Pari Opportunità, tregua armata tra Arcigay e MPA

Rosario Duca, presidente Arcigay Messina

Tregua armata tra l’Arcigay di Messina e l’MPA. La proposta del capogruppo delll’MPA alla Provincia Roberto Cerreti di sciogliere la Commissione Pari Opportunità di Palazzo dei Leoni ha provocato l’immediata reazione del presidente dell’Arcigay di Messina Rosario Duca, che senza mandarle a dire ha ricordato e sottolineato la valenza di una struttura del genere.   

Dopo averci pensato un paio di giorni, Cerreti ha pensato bene di chiarire la propria posizione scrivendo a Duca. “Penso lei abbia sin dall’inizio equivocato il senso del mio intervento -puntualizza Cerreti. Io sono stato tra i fondatori della Commissione nel 2005 e le garantisco che la mia provocazione è solo un estremo tentativo di salvaguardarne obiettivi ed attività. Quando parlo di “necessità di visibilità” non mi riferisco a lei, ma bensì a quei colleghi che in Aula pubblicamente difendono la Commissione ma non sono mai conseguenziali durante le manovre di bilancio. Mi auguro comprenda le necessità di chi istituzionalmente rappresenta un Ente, di tentare, anche con metodi estremi, di tutelare l’attività dello stesso, richiedendo con convinzione che tutti i settori, comprese le Pari Opportunità, funzionino. Spero, rimanendo a disposizione per qualsiasi ulteriore chiarimento, di averle chiarito la bontà dei miei intenti. In

ogni caso -aggiunge Cerreti- per quanto concerne la mia attività politica, le posso garantire che è sempre stata all’insegna di un’onestà intellettuale comprovata dal rispetto di tutte le parti politiche presenti a Palazzo dei Leoni. Prova ne è il silenzio dei colleghi sulla mia provocazione e le garantisco che ognuno di loro ha a cuore le Pari Opportunità, per diversi motivi, esattamente come me”. 

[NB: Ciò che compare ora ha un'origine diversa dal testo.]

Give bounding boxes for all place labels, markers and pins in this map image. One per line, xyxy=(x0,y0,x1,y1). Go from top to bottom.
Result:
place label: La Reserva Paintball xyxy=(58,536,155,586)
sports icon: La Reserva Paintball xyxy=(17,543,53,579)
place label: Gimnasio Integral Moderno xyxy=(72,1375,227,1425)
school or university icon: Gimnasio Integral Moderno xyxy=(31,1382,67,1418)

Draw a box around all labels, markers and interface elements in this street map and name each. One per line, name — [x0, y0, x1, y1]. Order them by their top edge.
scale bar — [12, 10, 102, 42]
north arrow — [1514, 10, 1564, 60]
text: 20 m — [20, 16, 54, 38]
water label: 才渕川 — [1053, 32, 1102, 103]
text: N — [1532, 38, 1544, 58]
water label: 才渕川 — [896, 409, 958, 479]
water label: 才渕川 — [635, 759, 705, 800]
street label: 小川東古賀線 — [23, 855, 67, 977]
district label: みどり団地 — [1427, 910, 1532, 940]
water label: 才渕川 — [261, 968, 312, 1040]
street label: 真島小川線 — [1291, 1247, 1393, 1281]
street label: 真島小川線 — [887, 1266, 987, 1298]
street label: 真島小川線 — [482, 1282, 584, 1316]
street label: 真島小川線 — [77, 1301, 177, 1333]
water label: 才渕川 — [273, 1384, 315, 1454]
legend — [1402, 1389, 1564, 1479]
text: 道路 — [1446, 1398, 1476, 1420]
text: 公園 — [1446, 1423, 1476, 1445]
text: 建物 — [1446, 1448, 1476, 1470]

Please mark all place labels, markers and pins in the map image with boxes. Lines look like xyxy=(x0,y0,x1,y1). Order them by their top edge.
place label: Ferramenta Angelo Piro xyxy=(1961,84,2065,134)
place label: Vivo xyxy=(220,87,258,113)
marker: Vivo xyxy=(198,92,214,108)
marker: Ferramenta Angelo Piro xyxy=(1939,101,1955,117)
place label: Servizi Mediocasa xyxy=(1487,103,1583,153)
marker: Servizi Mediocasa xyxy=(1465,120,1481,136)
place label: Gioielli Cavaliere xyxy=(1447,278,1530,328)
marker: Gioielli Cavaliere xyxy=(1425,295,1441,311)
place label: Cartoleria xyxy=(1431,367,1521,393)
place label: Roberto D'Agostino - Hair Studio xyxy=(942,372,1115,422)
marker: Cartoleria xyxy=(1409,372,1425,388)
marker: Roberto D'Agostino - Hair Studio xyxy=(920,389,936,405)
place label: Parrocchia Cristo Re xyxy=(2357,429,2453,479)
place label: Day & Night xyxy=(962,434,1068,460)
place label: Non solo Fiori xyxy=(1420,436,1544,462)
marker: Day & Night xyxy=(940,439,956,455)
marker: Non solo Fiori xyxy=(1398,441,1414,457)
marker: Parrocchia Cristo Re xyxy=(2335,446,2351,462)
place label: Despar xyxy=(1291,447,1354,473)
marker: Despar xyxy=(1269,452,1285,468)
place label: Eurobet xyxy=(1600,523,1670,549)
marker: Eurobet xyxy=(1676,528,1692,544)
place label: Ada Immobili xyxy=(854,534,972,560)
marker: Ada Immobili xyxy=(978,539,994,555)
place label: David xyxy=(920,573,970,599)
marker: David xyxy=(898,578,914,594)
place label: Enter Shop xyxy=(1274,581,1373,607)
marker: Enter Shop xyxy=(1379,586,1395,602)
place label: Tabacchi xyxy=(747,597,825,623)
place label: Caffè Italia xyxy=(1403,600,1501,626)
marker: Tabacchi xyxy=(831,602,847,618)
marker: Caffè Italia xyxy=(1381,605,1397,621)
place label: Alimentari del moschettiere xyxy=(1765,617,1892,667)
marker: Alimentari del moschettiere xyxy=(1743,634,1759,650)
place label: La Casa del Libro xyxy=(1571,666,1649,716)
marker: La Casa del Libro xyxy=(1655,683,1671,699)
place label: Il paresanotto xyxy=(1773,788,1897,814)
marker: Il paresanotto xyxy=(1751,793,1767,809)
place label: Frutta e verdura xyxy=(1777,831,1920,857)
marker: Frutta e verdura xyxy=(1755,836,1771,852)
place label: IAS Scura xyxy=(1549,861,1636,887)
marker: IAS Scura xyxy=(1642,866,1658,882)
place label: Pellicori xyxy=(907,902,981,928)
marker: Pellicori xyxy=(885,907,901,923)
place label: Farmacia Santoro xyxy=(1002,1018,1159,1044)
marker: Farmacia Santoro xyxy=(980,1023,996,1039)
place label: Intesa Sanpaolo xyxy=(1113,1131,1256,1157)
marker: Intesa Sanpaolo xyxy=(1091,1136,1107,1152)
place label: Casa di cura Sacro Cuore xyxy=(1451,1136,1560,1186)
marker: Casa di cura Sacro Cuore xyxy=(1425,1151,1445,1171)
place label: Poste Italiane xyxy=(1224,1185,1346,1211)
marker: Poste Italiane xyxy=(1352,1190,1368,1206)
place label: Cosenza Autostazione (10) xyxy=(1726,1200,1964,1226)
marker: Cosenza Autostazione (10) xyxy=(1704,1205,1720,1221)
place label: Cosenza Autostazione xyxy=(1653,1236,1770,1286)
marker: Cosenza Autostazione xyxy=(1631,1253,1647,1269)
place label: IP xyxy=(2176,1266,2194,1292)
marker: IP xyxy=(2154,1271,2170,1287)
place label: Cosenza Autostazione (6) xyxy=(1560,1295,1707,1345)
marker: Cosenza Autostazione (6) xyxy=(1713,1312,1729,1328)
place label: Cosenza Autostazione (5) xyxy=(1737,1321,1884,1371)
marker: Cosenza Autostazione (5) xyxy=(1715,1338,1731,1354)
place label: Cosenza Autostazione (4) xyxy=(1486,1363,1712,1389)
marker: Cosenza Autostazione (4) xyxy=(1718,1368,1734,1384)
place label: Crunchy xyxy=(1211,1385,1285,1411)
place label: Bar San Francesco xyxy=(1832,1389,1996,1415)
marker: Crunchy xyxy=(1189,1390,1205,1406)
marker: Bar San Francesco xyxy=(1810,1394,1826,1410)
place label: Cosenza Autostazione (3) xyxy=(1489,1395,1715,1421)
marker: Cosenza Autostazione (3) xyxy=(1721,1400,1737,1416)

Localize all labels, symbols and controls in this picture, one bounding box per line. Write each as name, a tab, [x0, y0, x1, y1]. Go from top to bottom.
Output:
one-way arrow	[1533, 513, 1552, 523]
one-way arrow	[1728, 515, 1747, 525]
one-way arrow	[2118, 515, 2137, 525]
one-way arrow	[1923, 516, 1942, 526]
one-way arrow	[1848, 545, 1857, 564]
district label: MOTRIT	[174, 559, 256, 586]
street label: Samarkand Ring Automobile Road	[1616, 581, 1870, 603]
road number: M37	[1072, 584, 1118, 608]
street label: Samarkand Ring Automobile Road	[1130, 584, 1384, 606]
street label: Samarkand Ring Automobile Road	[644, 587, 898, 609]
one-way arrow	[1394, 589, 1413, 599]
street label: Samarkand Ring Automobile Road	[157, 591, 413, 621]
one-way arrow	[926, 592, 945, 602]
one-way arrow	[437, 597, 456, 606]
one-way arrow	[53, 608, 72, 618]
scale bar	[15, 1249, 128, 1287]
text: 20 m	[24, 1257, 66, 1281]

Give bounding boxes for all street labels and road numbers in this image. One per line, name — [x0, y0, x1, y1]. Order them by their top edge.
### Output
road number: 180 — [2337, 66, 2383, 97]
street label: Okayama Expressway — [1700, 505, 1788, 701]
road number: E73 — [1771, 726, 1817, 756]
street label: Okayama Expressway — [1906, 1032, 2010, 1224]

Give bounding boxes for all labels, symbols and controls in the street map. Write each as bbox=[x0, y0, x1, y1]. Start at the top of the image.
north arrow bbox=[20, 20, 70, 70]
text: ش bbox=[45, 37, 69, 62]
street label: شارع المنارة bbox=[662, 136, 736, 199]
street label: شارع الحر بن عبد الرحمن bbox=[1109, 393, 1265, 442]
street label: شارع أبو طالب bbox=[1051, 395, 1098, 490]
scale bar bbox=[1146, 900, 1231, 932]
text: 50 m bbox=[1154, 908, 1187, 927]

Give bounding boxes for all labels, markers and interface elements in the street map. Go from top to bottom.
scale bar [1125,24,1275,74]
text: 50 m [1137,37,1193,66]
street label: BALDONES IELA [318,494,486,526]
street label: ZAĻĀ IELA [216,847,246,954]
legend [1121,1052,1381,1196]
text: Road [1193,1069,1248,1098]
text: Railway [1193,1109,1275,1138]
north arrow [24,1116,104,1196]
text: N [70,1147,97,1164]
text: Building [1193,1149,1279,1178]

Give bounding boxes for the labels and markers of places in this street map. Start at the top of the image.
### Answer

Per nulla tranquillizzato, Duca risponde per le rime a Cerreti, puntualizzando che “se di equivoco si è trattato, non lo deve imputare a me perché solo in seconda fase lei ha posto l’opzione che si è trattato di provocazione. Inoltre, nel primo intervento ho precisato molto chiaramente l’importanza e la necessità di chiarire l’aspetto sociopolitico del suo intervento, qualora fosse stato erroneamente interpretato. Che lei dica di essere attivo politicamente può solo farmi piacere, ma per quanto riguarda le istanze che Arcigay Messina ha in itinere, il suo movimento (a differenza di quanto dice e mette in atto il suo leader Lombardo) devo prendere atto di una latitanza costante nella nostra città del Movimento Per l’Autonomia. Riguardo i giudizi sulla sua persona, tengo a chiarire che non giudico la persona ma il politico. E chi si espone (come anche nel mio caso) deve accettare di essere criticato da chi non condivide le sue posizioni. Questa -conclude Duca- è la regola della democrazia”.